(Dataset entries)
*** Begin section ***
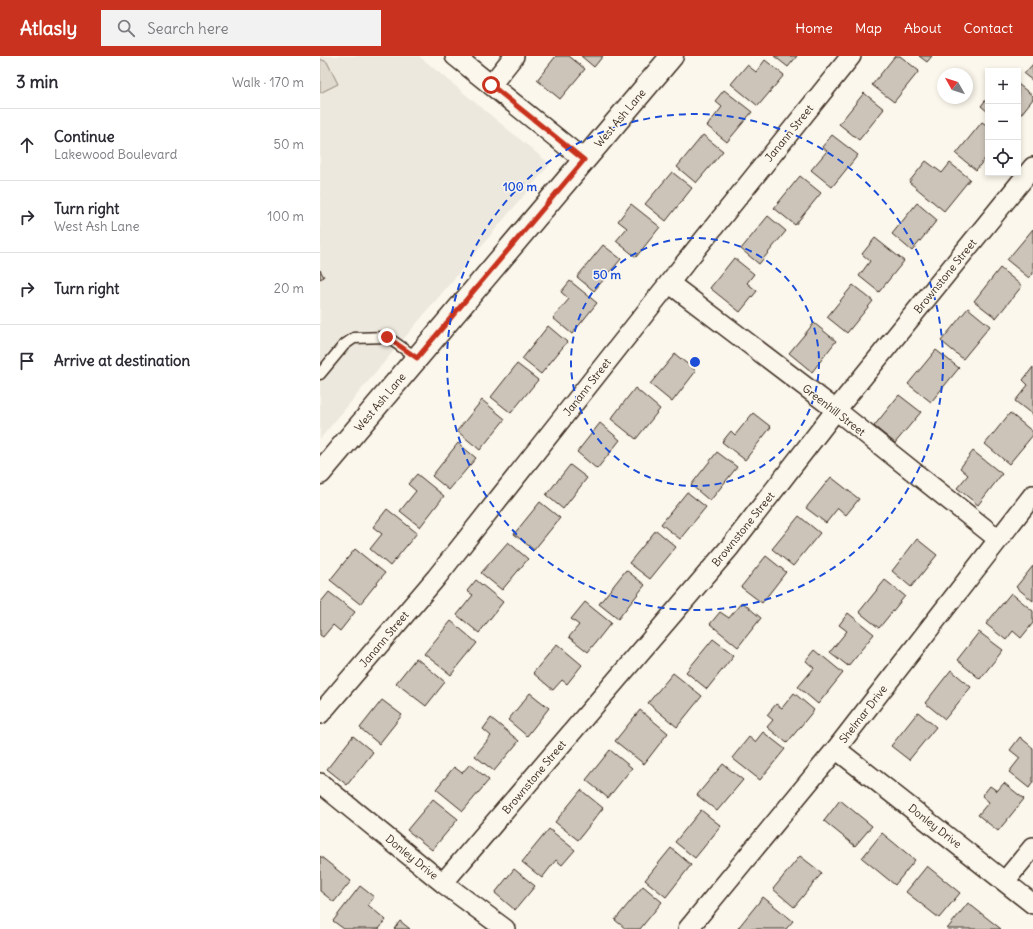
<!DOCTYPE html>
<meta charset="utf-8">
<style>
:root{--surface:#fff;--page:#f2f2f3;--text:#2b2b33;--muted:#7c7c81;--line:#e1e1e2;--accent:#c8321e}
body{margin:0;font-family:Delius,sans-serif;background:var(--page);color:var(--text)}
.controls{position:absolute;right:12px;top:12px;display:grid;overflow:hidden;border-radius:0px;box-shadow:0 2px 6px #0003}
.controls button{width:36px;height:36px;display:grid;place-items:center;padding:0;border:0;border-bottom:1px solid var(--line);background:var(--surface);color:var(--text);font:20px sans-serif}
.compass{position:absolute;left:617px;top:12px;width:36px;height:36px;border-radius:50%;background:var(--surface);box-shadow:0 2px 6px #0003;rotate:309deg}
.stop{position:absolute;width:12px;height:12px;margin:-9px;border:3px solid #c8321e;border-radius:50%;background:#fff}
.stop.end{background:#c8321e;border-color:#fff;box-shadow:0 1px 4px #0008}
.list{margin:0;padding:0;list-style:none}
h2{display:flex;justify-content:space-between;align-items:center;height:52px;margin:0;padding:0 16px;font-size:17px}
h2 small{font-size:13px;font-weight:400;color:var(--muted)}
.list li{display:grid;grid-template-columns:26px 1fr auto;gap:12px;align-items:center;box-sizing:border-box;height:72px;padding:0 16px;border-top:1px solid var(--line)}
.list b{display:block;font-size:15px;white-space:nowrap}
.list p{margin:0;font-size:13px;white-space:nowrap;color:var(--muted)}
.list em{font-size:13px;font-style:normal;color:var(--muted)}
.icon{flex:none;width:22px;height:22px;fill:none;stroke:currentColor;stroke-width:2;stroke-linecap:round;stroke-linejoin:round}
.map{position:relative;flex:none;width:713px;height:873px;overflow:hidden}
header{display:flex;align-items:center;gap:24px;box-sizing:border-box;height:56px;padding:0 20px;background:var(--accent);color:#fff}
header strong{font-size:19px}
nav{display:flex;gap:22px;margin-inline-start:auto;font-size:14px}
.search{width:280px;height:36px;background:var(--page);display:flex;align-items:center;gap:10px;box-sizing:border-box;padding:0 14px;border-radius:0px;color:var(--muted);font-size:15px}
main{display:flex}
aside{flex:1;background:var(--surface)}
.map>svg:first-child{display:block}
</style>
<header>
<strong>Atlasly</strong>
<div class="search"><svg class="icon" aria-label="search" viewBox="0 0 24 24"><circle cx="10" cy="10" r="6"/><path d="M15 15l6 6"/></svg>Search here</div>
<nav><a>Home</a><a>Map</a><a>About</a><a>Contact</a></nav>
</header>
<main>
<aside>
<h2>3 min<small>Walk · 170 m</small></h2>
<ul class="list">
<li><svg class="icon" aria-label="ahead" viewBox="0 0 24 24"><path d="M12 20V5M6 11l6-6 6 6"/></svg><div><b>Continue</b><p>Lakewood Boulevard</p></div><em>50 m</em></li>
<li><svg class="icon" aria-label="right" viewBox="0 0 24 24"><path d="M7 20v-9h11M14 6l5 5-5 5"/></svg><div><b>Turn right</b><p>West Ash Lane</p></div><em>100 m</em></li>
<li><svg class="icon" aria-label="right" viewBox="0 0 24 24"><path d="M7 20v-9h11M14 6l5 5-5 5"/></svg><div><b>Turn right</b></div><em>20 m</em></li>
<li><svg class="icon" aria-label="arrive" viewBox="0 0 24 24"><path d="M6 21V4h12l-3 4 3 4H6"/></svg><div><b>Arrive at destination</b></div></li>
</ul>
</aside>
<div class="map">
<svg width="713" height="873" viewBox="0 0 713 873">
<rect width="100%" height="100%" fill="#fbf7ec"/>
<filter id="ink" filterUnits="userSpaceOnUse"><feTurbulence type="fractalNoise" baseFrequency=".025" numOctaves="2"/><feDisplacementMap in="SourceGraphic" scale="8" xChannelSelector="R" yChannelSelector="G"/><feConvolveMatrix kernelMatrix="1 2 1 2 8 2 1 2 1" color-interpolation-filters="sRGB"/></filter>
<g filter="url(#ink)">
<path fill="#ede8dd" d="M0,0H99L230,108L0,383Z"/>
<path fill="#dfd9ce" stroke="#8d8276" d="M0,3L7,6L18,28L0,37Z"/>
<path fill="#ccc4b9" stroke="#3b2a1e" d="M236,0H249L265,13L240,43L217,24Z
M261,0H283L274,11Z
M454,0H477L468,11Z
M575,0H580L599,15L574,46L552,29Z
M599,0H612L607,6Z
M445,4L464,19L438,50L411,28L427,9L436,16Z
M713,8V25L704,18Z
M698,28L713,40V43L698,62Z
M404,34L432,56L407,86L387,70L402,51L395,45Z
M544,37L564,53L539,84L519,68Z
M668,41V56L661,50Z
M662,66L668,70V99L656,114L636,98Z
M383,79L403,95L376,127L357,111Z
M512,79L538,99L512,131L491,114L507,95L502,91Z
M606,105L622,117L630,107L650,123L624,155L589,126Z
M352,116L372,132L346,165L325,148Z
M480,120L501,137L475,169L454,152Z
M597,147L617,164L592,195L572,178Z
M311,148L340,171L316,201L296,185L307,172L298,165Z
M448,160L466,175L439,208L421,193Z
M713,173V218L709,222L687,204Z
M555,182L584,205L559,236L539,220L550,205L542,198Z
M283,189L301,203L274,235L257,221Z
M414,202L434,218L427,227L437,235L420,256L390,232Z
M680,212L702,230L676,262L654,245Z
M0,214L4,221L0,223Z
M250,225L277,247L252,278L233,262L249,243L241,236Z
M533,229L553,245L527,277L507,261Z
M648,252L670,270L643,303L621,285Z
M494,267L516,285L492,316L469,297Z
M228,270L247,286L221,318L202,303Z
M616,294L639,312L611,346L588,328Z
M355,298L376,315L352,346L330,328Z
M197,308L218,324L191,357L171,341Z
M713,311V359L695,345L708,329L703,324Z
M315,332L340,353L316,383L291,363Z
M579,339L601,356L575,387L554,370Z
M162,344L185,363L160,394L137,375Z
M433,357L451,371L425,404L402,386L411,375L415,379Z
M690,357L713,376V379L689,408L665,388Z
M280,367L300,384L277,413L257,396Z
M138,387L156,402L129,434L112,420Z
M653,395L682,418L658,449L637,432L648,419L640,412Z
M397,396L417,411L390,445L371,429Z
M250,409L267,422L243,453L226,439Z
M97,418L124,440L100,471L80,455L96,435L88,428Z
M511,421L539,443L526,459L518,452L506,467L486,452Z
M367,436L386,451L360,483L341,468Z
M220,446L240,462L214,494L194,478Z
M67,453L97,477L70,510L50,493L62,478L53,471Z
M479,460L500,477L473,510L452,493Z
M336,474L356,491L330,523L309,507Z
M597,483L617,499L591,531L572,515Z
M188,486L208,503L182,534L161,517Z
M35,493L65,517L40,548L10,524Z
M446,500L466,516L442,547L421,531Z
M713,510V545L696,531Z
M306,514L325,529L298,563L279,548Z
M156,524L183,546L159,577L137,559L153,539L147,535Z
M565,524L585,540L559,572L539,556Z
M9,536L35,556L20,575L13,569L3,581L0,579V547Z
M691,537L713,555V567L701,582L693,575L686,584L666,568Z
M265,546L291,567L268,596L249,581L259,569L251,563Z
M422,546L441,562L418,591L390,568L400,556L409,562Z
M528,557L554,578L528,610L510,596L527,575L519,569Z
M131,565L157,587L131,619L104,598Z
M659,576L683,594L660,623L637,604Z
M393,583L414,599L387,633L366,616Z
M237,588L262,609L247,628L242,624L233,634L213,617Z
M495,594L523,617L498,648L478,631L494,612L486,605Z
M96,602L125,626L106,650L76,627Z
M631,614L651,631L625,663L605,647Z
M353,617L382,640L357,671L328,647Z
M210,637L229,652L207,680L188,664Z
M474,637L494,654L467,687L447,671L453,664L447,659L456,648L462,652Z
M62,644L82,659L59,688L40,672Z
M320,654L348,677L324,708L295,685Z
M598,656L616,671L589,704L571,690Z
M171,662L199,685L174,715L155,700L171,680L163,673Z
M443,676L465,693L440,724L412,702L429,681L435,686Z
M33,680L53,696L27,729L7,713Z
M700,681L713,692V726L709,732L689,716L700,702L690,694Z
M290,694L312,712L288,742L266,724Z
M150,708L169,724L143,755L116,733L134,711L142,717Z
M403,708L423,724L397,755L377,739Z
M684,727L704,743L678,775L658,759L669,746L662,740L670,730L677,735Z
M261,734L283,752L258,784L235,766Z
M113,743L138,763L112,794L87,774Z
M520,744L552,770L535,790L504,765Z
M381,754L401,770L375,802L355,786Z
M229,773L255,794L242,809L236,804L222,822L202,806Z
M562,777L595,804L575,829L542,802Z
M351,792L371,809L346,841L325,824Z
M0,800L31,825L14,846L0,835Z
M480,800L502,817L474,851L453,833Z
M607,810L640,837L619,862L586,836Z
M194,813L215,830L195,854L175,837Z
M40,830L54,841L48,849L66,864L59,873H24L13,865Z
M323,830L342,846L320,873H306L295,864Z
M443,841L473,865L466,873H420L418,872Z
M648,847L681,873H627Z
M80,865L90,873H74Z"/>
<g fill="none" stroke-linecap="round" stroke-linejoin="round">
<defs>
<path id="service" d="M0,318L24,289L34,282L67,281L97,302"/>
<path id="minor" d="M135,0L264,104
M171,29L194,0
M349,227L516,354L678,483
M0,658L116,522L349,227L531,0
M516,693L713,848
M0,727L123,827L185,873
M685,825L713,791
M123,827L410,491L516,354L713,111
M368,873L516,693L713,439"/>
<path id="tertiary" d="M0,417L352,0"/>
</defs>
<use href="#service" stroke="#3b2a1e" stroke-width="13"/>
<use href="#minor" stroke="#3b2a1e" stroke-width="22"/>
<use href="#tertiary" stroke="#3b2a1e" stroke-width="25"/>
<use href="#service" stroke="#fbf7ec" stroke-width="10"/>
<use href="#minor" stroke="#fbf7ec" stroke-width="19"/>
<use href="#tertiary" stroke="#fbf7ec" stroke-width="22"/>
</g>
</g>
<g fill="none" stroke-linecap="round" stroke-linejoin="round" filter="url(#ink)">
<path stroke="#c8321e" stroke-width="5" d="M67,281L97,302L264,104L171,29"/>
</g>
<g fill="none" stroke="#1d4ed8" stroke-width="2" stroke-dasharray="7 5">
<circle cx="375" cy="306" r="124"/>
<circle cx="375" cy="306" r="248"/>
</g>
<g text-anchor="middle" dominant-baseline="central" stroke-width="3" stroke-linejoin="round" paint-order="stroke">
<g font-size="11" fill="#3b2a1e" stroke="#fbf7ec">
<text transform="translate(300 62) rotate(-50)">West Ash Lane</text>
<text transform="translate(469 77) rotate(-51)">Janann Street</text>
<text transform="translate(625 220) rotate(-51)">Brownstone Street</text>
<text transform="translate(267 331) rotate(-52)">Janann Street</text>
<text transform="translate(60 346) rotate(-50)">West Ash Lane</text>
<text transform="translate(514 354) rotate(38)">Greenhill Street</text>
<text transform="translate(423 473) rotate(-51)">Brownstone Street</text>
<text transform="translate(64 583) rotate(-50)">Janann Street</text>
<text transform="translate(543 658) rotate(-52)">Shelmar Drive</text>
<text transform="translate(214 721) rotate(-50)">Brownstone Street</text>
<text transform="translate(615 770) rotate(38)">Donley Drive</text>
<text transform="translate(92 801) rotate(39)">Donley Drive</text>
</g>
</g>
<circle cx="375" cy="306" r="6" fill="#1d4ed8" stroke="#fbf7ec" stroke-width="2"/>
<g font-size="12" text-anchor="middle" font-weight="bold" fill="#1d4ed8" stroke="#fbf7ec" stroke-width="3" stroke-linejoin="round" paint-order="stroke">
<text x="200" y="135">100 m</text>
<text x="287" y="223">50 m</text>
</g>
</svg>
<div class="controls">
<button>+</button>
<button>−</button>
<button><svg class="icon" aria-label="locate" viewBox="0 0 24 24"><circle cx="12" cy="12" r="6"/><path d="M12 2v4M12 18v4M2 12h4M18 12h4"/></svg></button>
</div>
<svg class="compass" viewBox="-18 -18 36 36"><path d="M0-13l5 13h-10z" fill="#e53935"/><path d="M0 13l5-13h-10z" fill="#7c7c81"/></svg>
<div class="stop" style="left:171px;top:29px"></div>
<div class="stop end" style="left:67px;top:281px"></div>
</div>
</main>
*** End section ***
What the task requires ▸ Where does "absolute" appear in the records above? Copy each line that holds it.

Solved exercise ▸
.controls{position:absolute;right:12px;top:12px;display:grid;overflow:hidden;border-radius:0px;box-shadow:0 2px 6px #0003}
.compass{position:absolute;left:617px;top:12px;width:36px;height:36px;border-radius:50%;background:var(--surface);box-shadow:0 2px 6px #0003;rotate:309deg}
.stop{position:absolute;width:12px;height:12px;margin:-9px;border:3px solid #c8321e;border-radius:50%;background:#fff}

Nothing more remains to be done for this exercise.